• [Exercise] Each entry must be given again exactly; images do not belong in the copy.

• [Exercise inputs]
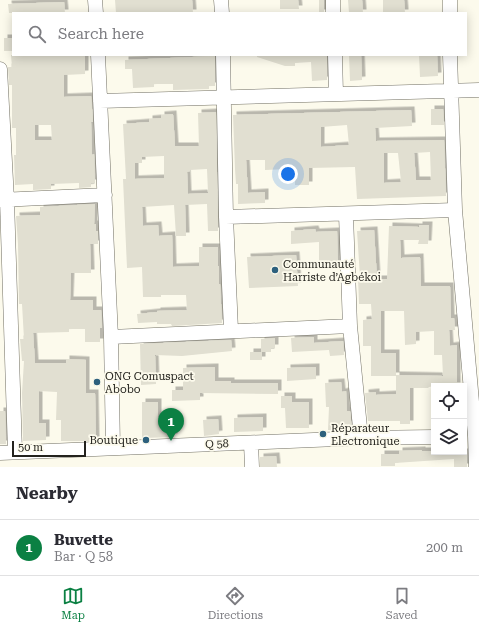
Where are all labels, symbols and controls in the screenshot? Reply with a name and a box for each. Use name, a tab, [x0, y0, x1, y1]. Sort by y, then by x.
search box	[12, 12, 467, 56]
icon: search	[26, 23, 48, 45]
text: Search here	[58, 25, 144, 43]
your location	[278, 164, 298, 184]
place label: Communauté Harriste d’Agbékoi	[283, 258, 382, 284]
marker: Communauté Harriste d’Agbékoi	[270, 265, 280, 275]
place label: ONG Comuspact Abobo	[105, 370, 194, 396]
marker: ONG Comuspact Abobo	[92, 377, 102, 387]
map controls	[431, 383, 467, 455]
button: locate	[431, 383, 467, 419]
pin: 1	[158, 408, 184, 441]
button: layers	[431, 419, 467, 455]
place label: Réparateur Electronique	[331, 422, 399, 448]
marker: Réparateur Electronique	[318, 429, 328, 439]
place label: Boutique	[89, 434, 138, 447]
marker: Boutique	[141, 435, 151, 445]
street label: Q 58	[205, 437, 229, 451]
scale bar	[12, 439, 86, 458]
text: 50 m	[18, 441, 43, 454]
text: Nearby	[16, 483, 78, 503]
text: Buvette	[54, 531, 113, 549]
text: 1	[25, 540, 33, 555]
text: 200 m	[426, 540, 463, 555]
text: Bar · Q 58	[54, 549, 113, 564]
tab: Map	[61, 585, 85, 622]
tab: Directions	[208, 585, 263, 622]
tab: Saved	[386, 585, 418, 622]

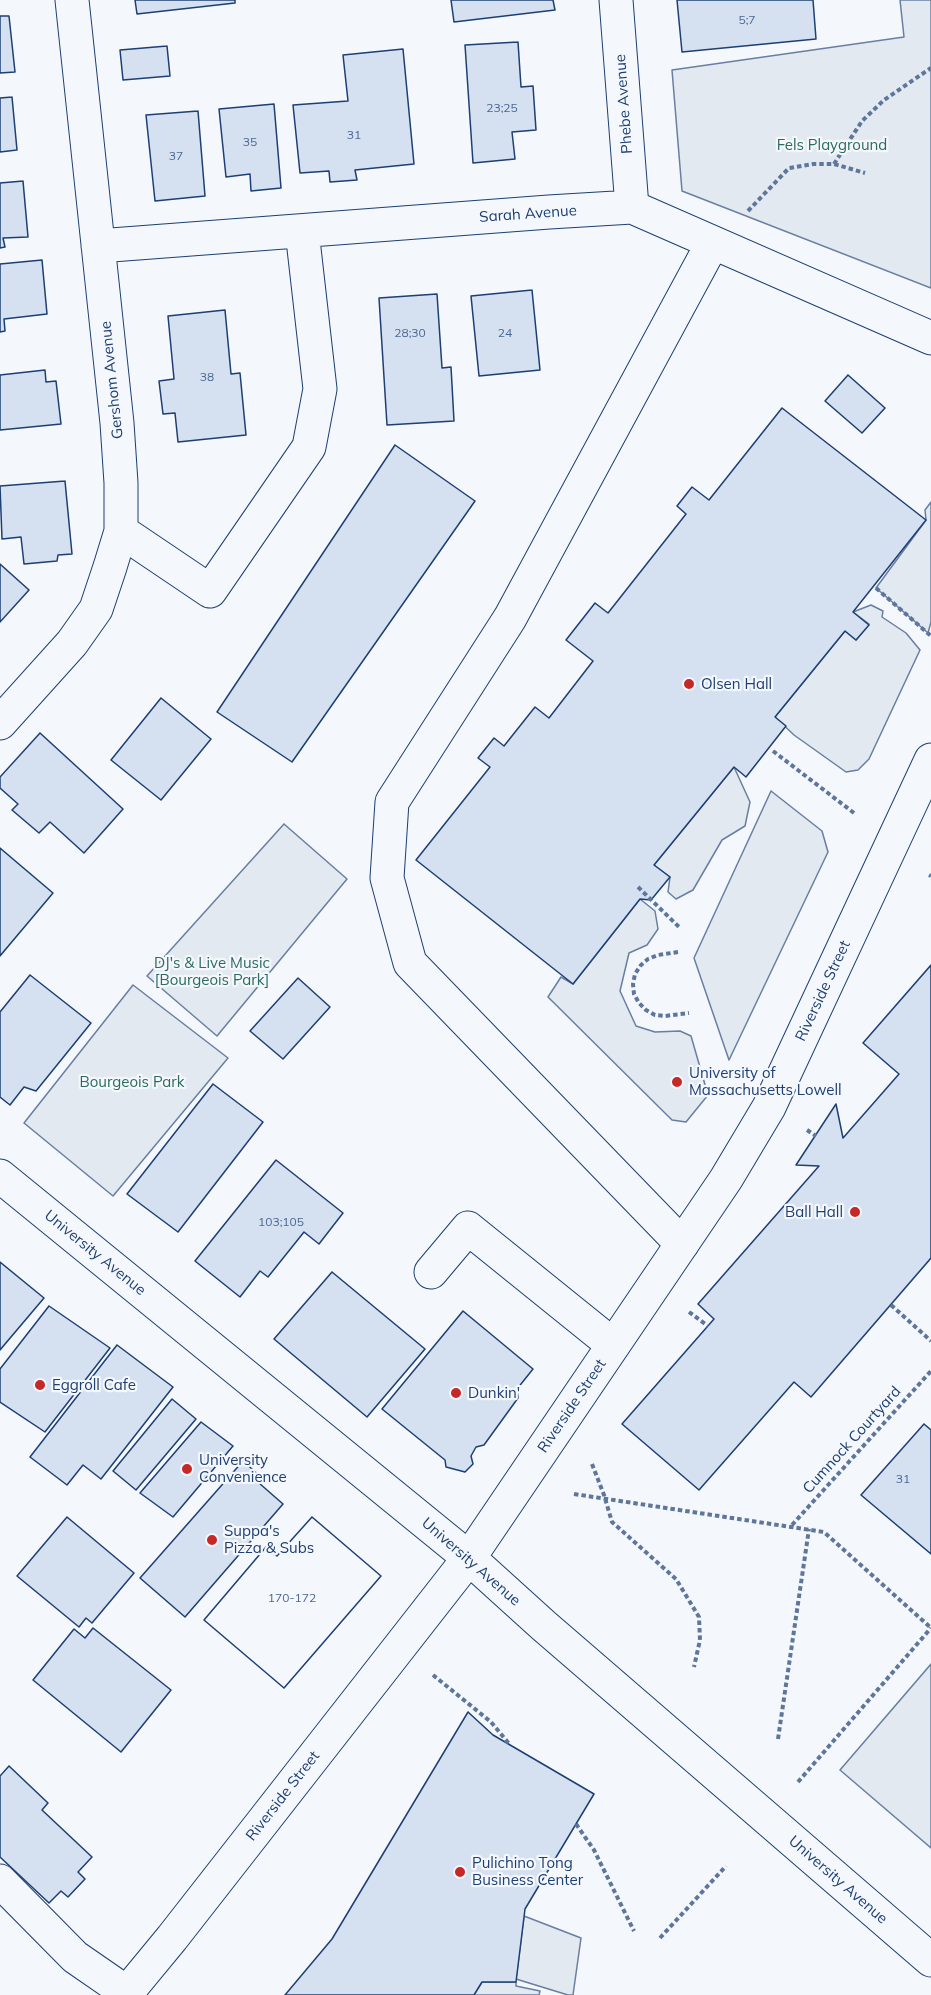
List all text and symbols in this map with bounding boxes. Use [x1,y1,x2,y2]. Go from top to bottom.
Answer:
house number: 5;7 [738,13,756,27]
street label: Phebe Avenue [612,53,636,155]
house number: 23;25 [486,101,518,115]
house number: 31 [347,128,361,142]
house number: 35 [243,135,257,149]
park label: Fels Playground [777,136,887,154]
house number: 37 [169,149,183,163]
street label: Sarah Avenue [479,202,577,226]
street label: Gershom Avenue [97,320,127,440]
house number: 28;30 [394,326,426,340]
house number: 24 [498,326,512,340]
house number: 38 [200,370,214,384]
place label: Olsen Hall [701,675,772,693]
marker: Olsen Hall [682,677,696,691]
street label: Riverside Street [792,938,854,1044]
park label: DJ's & Live Music [Bourgeois Park] [154,954,270,989]
place label: University of Massachusetts Lowell [689,1064,842,1099]
park label: Bourgeois Park [79,1073,185,1091]
marker: University of Massachusetts Lowell [670,1075,684,1089]
place label: Ball Hall [785,1203,843,1221]
marker: Ball Hall [848,1205,862,1219]
street label: University Avenue [41,1207,149,1299]
house number: 103;105 [258,1215,304,1229]
street label: Riverside Street [534,1356,610,1456]
place label: Eggroll Cafe [52,1376,136,1394]
marker: Eggroll Cafe [33,1378,47,1392]
street label: Cumnock Courtyard [799,1383,905,1497]
place label: Dunkin' [468,1384,520,1402]
marker: Dunkin' [449,1386,463,1400]
place label: University Convenience [199,1451,287,1486]
marker: University Convenience [180,1462,194,1476]
house number: 31 [896,1472,910,1486]
street label: University Avenue [418,1514,524,1610]
place label: Suppa's Pizza & Subs [224,1522,314,1557]
marker: Suppa's Pizza & Subs [205,1533,219,1547]
house number: 170-172 [268,1591,316,1605]
street label: Riverside Street [242,1748,324,1844]
street label: University Avenue [785,1832,891,1928]
place label: Pulichino Tong Business Center [472,1854,583,1889]
marker: Pulichino Tong Business Center [453,1865,467,1879]

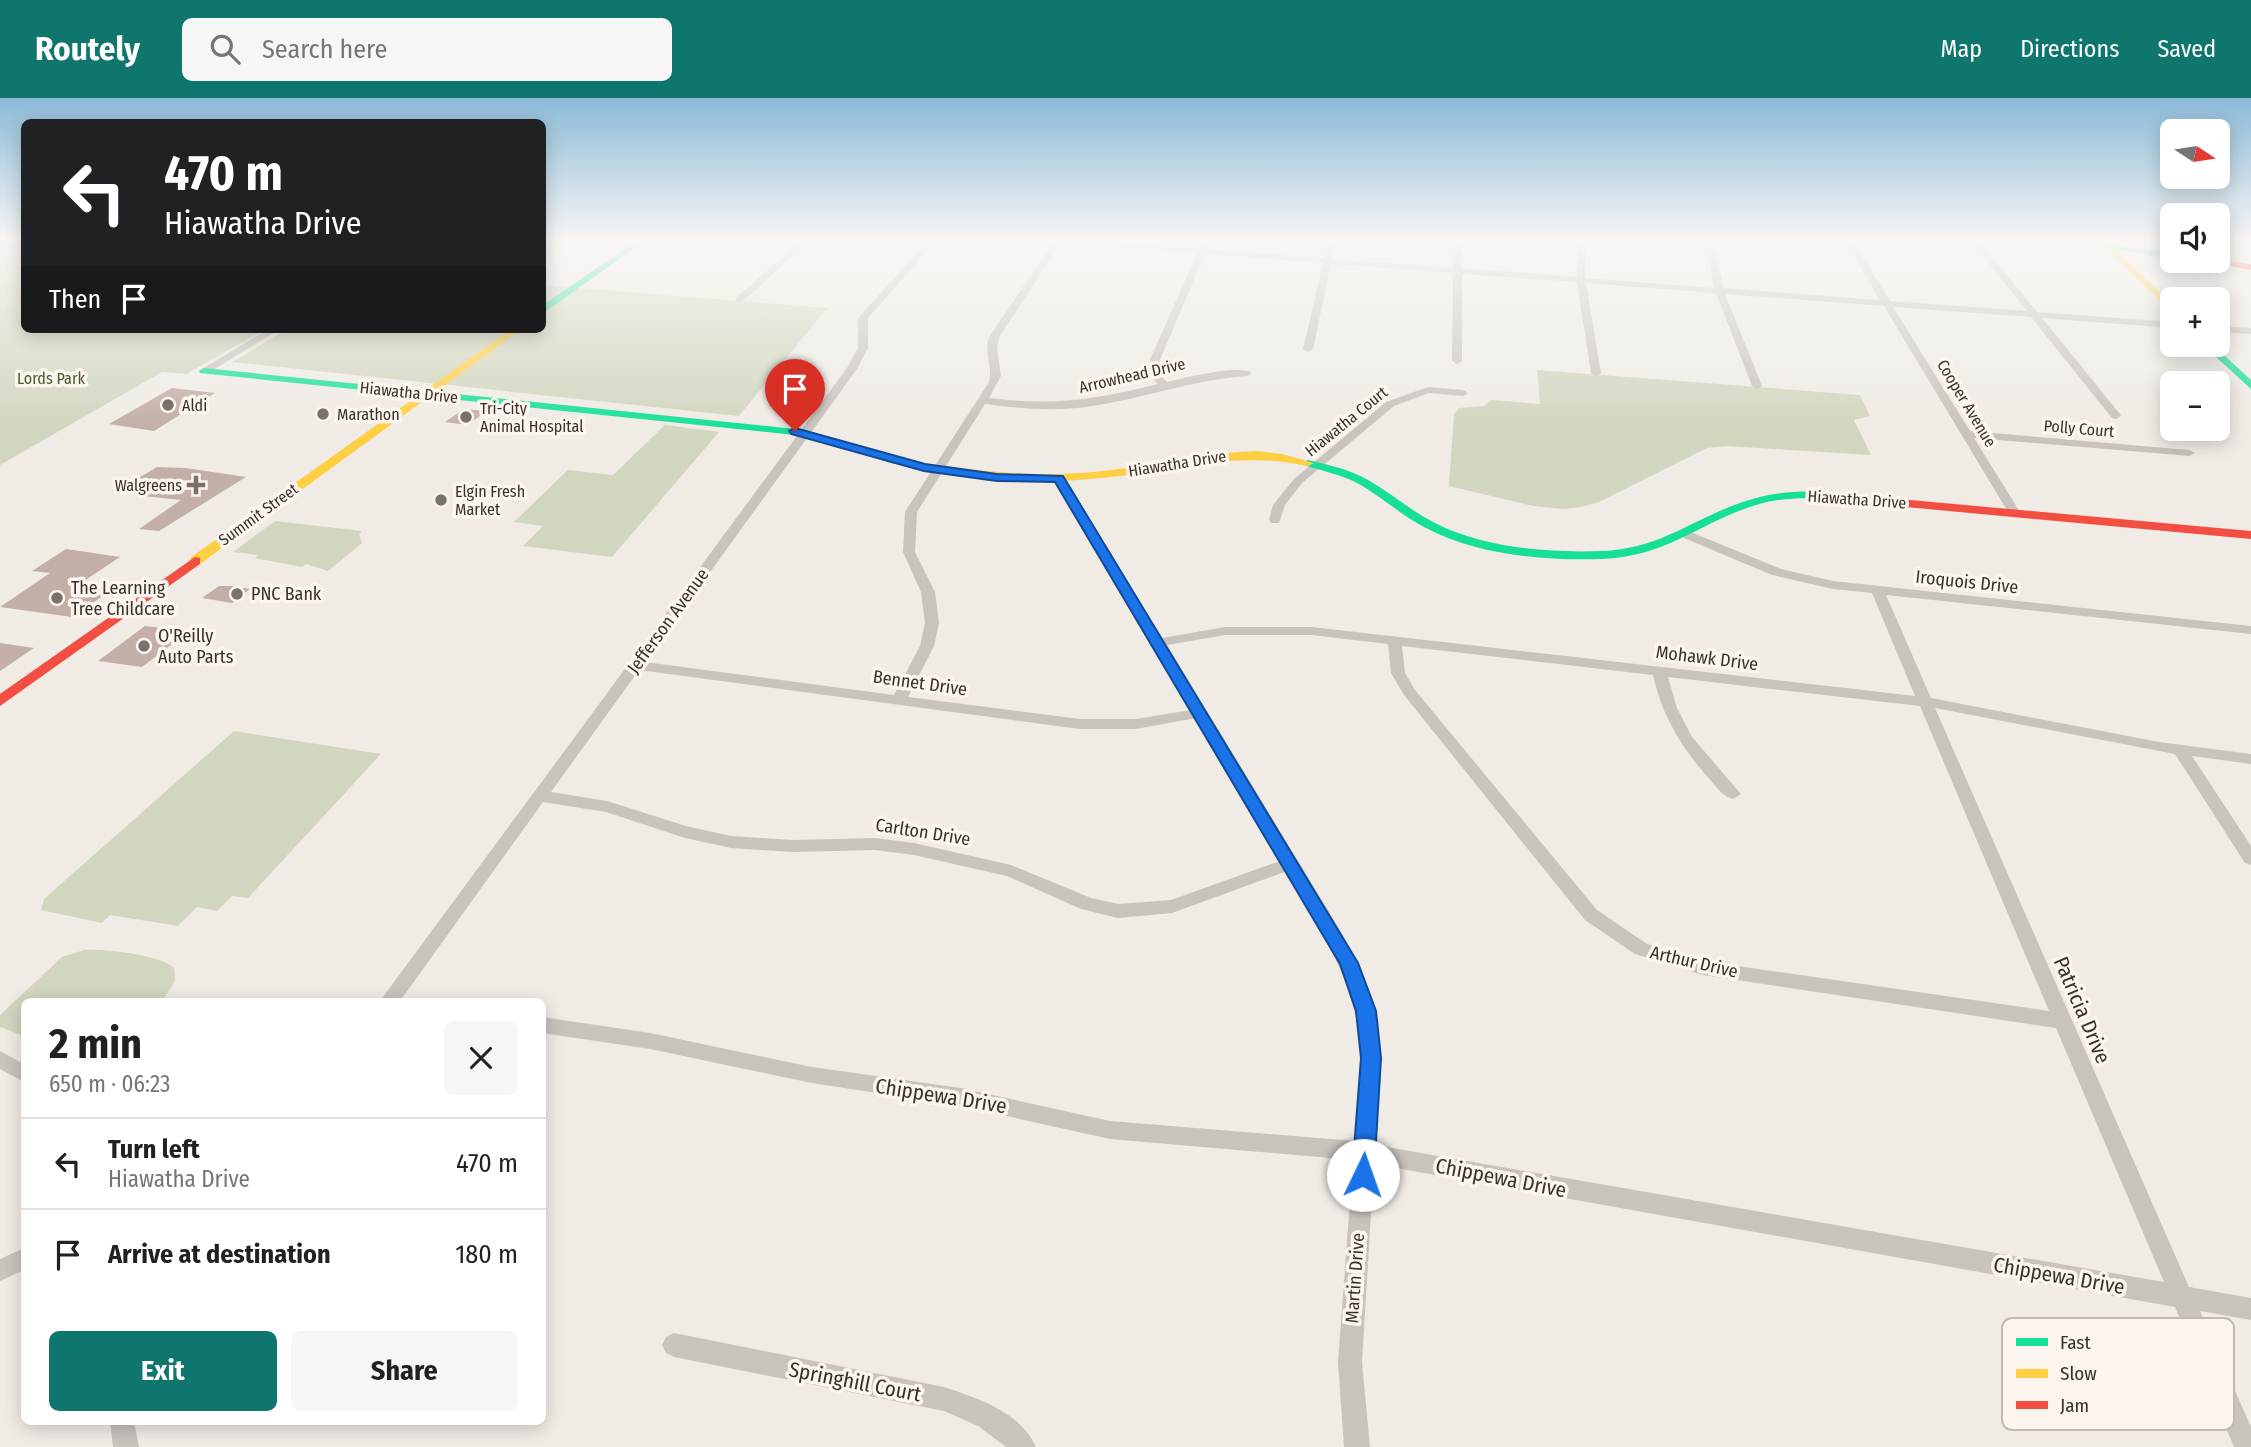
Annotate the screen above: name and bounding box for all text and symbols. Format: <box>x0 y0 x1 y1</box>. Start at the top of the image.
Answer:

• [Written solution]
Where are all labels, symbols and controls in the screenshot? Reply with a name and a box for each. Use name, a tab, [x0, y0, x1, y1]. Sort by y, then by x.
search box	[12, 12, 467, 56]
icon: search	[26, 23, 48, 45]
text: Search here	[58, 25, 144, 43]
your location	[278, 164, 298, 184]
place label: Communauté Harriste d’Agbékoi	[283, 258, 382, 284]
marker: Communauté Harriste d’Agbékoi	[270, 265, 280, 275]
place label: ONG Comuspact Abobo	[105, 370, 194, 396]
marker: ONG Comuspact Abobo	[92, 377, 102, 387]
map controls	[431, 383, 467, 455]
button: locate	[431, 383, 467, 419]
pin: 1	[158, 408, 184, 441]
button: layers	[431, 419, 467, 455]
place label: Réparateur Electronique	[331, 422, 399, 448]
marker: Réparateur Electronique	[318, 429, 328, 439]
place label: Boutique	[89, 434, 138, 447]
marker: Boutique	[141, 435, 151, 445]
street label: Q 58	[205, 437, 229, 451]
scale bar	[12, 439, 86, 458]
text: 50 m	[18, 441, 43, 454]
text: Nearby	[16, 483, 78, 503]
text: Buvette	[54, 531, 113, 549]
text: 1	[25, 540, 33, 555]
text: 200 m	[426, 540, 463, 555]
text: Bar · Q 58	[54, 549, 113, 564]
tab: Map	[61, 585, 85, 622]
tab: Directions	[208, 585, 263, 622]
tab: Saved	[386, 585, 418, 622]

List all text and symbols in this map with bounding boxes. Use [x1,y1,x2,y2]. Go from top to bottom.
Answer:
house number: 5;7 [738,13,756,27]
street label: Phebe Avenue [612,53,636,155]
house number: 23;25 [486,101,518,115]
house number: 31 [347,128,361,142]
house number: 35 [243,135,257,149]
park label: Fels Playground [777,136,887,154]
house number: 37 [169,149,183,163]
street label: Sarah Avenue [479,202,577,226]
street label: Gershom Avenue [97,320,127,440]
house number: 28;30 [394,326,426,340]
house number: 24 [498,326,512,340]
house number: 38 [200,370,214,384]
place label: Olsen Hall [701,675,772,693]
marker: Olsen Hall [682,677,696,691]
street label: Riverside Street [792,938,854,1044]
park label: DJ's & Live Music [Bourgeois Park] [154,954,270,989]
place label: University of Massachusetts Lowell [689,1064,842,1099]
park label: Bourgeois Park [79,1073,185,1091]
marker: University of Massachusetts Lowell [670,1075,684,1089]
place label: Ball Hall [785,1203,843,1221]
marker: Ball Hall [848,1205,862,1219]
street label: University Avenue [41,1207,149,1299]
house number: 103;105 [258,1215,304,1229]
street label: Riverside Street [534,1356,610,1456]
place label: Eggroll Cafe [52,1376,136,1394]
marker: Eggroll Cafe [33,1378,47,1392]
street label: Cumnock Courtyard [799,1383,905,1497]
place label: Dunkin' [468,1384,520,1402]
marker: Dunkin' [449,1386,463,1400]
place label: University Convenience [199,1451,287,1486]
marker: University Convenience [180,1462,194,1476]
house number: 31 [896,1472,910,1486]
street label: University Avenue [418,1514,524,1610]
place label: Suppa's Pizza & Subs [224,1522,314,1557]
marker: Suppa's Pizza & Subs [205,1533,219,1547]
house number: 170-172 [268,1591,316,1605]
street label: Riverside Street [242,1748,324,1844]
street label: University Avenue [785,1832,891,1928]
place label: Pulichino Tong Business Center [472,1854,583,1889]
marker: Pulichino Tong Business Center [453,1865,467,1879]

Annotate the screen above: name and bounding box for all text and symbols. Format: <box>x0 y0 x1 y1</box>. Start at the top of the image.
Answer:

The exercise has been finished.